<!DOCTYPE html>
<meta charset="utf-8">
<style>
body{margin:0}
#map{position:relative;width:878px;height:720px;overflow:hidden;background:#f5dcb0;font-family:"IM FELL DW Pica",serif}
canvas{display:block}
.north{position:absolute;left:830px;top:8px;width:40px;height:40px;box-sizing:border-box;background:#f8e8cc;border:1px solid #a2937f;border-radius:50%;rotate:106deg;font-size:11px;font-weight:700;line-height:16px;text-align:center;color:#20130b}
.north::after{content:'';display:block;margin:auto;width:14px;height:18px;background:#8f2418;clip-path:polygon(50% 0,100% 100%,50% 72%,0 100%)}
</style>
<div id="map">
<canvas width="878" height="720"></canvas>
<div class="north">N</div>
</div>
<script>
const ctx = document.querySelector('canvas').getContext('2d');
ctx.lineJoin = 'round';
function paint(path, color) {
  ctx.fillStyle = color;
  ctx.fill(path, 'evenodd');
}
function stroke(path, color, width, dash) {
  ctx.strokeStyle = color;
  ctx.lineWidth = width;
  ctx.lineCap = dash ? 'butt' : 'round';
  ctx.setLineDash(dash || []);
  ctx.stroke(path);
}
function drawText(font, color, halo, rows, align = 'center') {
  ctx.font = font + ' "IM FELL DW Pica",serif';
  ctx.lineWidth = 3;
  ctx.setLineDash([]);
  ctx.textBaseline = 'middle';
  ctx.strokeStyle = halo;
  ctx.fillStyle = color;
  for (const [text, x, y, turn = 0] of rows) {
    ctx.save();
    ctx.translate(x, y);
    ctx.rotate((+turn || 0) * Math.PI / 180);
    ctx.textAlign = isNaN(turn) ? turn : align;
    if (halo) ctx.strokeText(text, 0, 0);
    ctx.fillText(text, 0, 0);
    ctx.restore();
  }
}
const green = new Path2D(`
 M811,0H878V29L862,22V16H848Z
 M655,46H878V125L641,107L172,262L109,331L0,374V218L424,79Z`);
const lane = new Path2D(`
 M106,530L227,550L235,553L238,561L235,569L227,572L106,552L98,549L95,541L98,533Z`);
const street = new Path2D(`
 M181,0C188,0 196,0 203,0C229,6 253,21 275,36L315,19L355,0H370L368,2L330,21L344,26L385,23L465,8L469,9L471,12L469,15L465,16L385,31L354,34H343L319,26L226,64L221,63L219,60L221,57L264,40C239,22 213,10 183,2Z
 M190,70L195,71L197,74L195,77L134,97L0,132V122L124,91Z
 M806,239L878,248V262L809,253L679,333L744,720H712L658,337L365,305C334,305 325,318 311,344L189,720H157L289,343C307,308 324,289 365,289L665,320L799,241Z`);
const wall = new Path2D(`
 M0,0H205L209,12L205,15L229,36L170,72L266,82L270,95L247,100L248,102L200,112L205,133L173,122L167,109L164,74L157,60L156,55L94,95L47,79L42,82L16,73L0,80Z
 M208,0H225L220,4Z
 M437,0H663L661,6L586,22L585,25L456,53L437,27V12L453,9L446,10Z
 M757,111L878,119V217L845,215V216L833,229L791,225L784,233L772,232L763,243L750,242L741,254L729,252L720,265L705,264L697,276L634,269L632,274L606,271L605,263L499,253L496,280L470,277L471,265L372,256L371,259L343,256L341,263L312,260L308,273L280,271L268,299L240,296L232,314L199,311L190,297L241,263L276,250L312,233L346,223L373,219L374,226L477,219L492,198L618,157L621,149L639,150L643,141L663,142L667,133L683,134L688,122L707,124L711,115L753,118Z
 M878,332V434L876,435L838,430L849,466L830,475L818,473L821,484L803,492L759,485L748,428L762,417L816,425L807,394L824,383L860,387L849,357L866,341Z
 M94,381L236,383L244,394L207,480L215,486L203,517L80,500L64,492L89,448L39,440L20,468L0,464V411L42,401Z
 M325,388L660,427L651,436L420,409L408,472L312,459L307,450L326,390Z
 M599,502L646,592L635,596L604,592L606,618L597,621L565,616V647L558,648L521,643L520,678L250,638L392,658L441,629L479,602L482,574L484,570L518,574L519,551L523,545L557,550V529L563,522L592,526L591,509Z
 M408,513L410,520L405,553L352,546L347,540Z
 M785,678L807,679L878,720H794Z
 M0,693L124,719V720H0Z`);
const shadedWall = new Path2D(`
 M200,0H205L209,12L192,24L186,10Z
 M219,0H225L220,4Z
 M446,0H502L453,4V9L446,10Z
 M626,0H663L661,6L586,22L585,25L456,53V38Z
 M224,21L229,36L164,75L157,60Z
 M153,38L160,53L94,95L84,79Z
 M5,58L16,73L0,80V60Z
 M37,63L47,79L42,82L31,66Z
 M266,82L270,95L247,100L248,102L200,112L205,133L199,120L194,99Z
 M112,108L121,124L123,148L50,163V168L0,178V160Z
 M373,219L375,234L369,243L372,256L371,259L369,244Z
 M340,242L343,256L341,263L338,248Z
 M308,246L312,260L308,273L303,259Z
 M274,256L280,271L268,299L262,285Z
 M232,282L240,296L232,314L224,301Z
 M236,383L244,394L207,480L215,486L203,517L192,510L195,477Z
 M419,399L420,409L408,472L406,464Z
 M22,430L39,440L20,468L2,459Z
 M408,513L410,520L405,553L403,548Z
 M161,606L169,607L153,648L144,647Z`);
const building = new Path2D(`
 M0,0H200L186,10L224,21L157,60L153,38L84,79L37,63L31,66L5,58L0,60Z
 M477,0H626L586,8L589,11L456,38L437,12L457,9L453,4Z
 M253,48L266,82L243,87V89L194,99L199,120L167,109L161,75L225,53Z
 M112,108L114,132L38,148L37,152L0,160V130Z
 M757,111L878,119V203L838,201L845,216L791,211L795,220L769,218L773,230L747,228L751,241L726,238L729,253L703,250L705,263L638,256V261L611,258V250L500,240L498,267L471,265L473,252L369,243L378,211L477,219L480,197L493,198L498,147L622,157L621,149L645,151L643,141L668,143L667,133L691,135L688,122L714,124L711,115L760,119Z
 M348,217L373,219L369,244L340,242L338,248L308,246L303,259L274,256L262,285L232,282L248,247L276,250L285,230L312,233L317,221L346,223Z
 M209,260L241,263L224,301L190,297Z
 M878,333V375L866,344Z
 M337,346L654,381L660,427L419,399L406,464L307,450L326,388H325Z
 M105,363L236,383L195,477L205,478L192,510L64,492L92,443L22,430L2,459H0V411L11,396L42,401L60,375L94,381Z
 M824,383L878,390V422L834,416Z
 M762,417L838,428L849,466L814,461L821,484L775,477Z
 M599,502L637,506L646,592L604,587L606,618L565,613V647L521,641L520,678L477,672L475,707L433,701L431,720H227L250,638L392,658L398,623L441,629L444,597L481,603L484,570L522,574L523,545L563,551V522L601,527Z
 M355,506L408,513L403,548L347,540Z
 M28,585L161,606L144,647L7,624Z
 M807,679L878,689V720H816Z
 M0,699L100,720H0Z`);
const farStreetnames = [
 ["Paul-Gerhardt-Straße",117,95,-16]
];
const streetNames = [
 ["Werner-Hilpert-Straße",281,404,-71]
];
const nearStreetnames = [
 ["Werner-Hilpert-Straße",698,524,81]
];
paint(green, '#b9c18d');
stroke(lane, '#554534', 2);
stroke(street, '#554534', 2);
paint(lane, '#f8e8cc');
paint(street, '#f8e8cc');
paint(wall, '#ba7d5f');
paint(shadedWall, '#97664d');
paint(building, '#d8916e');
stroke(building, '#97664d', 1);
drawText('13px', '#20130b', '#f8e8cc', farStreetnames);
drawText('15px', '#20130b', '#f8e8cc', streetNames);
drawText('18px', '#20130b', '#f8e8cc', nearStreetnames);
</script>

* _Task objective_:
Above are the entries. Quote exactly the lines from the one bearing "M181,0C188,0 196,0 203,0C229,6" through the one bearing "M437,0H663L661,6L586,22L585,25L456,53L437,27V12L453,9L446,10Z".

* _Solution to the problem_:
 M181,0C188,0 196,0 203,0C229,6 253,21 275,36L315,19L355,0H370L368,2L330,21L344,26L385,23L465,8L469,9L471,12L469,15L465,16L385,31L354,34H343L319,26L226,64L221,63L219,60L221,57L264,40C239,22 213,10 183,2Z
 M190,70L195,71L197,74L195,77L134,97L0,132V122L124,91Z
 M806,239L878,248V262L809,253L679,333L744,720H712L658,337L365,305C334,305 325,318 311,344L189,720H157L289,343C307,308 324,289 365,289L665,320L799,241Z`);
const wall = new Path2D(`
 M0,0H205L209,12L205,15L229,36L170,72L266,82L270,95L247,100L248,102L200,112L205,133L173,122L167,109L164,74L157,60L156,55L94,95L47,79L42,82L16,73L0,80Z
 M208,0H225L220,4Z
 M437,0H663L661,6L586,22L585,25L456,53L437,27V12L453,9L446,10Z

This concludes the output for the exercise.